● WHAT IS BEING ASKED
Please return the lines of the data that contain "canvas".

*** Opening of THE RECORDS ***

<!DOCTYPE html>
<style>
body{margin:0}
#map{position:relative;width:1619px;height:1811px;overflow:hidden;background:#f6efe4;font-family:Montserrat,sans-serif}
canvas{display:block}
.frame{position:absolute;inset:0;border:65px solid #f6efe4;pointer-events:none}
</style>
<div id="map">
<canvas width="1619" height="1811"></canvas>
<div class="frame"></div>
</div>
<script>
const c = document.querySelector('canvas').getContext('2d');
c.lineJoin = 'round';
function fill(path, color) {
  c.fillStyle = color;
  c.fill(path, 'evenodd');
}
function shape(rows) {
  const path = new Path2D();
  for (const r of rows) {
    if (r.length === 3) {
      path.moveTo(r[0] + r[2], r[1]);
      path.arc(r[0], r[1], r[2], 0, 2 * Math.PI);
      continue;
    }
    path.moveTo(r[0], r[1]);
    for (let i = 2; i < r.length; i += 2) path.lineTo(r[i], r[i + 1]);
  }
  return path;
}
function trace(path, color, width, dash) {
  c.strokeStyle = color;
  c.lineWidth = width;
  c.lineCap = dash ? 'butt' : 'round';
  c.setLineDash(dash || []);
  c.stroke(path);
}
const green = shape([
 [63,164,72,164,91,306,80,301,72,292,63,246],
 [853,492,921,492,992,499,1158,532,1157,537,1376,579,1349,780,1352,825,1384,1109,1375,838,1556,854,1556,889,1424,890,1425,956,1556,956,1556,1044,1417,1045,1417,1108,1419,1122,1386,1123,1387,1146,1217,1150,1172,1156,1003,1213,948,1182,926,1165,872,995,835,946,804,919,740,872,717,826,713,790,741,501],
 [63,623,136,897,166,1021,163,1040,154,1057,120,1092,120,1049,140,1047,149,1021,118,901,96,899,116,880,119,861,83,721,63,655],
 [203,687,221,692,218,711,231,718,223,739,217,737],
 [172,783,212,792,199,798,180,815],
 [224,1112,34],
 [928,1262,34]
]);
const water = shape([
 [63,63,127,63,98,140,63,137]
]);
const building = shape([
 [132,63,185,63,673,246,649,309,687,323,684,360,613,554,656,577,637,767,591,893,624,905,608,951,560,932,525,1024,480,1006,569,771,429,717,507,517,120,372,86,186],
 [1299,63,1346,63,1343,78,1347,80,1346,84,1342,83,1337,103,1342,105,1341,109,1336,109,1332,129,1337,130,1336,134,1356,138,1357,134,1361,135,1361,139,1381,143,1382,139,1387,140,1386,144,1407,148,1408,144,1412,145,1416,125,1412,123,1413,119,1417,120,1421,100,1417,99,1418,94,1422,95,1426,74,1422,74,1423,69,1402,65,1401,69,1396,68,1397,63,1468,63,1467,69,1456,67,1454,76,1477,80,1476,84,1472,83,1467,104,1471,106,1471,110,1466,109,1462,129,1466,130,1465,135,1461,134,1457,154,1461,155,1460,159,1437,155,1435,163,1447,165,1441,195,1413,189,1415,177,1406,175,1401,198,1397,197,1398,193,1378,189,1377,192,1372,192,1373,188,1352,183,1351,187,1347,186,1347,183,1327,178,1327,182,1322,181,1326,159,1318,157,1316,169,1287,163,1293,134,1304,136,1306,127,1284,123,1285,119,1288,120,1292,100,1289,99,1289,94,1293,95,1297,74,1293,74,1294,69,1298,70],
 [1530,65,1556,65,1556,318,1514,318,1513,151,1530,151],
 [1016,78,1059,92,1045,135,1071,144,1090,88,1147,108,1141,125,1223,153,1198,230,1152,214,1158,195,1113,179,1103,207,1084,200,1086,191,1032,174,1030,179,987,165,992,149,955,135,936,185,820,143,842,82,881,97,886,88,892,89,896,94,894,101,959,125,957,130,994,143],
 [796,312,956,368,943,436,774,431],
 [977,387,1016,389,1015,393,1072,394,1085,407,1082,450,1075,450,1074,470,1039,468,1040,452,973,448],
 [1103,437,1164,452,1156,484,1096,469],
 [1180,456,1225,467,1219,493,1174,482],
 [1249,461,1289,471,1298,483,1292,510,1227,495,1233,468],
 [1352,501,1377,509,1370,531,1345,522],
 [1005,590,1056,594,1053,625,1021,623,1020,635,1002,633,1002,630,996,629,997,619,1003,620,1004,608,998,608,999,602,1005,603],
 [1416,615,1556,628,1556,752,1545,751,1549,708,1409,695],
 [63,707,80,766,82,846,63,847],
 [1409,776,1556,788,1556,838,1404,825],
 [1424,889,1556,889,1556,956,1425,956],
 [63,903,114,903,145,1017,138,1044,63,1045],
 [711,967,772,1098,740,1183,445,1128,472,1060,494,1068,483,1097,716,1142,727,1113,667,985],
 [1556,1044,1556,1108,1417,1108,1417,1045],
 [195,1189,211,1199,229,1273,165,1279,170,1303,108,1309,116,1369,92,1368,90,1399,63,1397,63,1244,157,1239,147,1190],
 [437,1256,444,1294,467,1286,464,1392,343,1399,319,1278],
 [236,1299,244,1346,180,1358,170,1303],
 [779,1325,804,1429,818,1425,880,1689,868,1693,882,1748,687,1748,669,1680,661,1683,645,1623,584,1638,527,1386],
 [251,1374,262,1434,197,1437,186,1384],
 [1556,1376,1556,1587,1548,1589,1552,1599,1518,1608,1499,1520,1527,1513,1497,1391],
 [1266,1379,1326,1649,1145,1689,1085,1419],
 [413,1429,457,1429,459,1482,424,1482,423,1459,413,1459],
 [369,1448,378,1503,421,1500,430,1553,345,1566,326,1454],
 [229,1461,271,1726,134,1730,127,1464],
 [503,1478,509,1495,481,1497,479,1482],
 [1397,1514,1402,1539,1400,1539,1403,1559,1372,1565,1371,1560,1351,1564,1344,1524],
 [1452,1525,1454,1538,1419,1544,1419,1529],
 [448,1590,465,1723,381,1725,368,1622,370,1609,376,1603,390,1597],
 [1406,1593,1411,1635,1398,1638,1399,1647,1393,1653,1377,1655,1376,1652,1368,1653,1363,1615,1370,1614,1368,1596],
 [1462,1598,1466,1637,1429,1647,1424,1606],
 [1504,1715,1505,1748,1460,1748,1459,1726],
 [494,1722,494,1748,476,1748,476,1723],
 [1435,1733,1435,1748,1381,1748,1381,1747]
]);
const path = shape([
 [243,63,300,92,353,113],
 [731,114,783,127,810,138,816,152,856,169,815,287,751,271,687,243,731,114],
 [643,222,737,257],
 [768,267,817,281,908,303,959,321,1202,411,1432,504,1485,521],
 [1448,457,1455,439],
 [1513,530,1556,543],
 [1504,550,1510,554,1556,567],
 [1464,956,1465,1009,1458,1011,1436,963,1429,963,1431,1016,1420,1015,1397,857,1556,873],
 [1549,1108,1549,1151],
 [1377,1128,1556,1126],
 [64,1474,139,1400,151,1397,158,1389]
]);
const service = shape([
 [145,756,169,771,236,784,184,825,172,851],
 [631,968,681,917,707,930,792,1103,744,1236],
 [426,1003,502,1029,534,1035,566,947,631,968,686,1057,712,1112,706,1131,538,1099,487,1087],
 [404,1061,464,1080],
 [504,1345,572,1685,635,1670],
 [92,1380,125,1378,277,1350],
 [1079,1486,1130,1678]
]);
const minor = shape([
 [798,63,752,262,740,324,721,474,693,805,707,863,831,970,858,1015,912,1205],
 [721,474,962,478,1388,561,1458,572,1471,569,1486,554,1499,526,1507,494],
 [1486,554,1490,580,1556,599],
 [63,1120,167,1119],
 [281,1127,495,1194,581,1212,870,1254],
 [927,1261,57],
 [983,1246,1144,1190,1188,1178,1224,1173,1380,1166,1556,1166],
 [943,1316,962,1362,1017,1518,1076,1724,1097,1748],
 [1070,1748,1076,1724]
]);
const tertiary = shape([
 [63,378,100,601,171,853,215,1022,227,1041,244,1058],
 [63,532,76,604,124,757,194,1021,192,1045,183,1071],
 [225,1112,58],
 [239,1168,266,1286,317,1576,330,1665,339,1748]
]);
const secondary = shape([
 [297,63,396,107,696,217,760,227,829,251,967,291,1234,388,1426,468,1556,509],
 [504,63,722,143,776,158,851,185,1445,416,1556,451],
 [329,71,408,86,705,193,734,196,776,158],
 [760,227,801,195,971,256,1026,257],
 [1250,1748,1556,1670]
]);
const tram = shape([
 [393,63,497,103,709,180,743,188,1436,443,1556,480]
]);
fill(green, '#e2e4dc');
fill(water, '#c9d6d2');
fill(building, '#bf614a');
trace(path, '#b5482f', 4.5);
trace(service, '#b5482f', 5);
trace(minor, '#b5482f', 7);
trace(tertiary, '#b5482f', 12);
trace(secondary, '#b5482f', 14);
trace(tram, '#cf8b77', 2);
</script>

*** Close of THE RECORDS ***

● ANSWER TO THE PROBLEM
canvas{display:block}
<canvas width="1619" height="1811"></canvas>
const c = document.querySelector('canvas').getContext('2d');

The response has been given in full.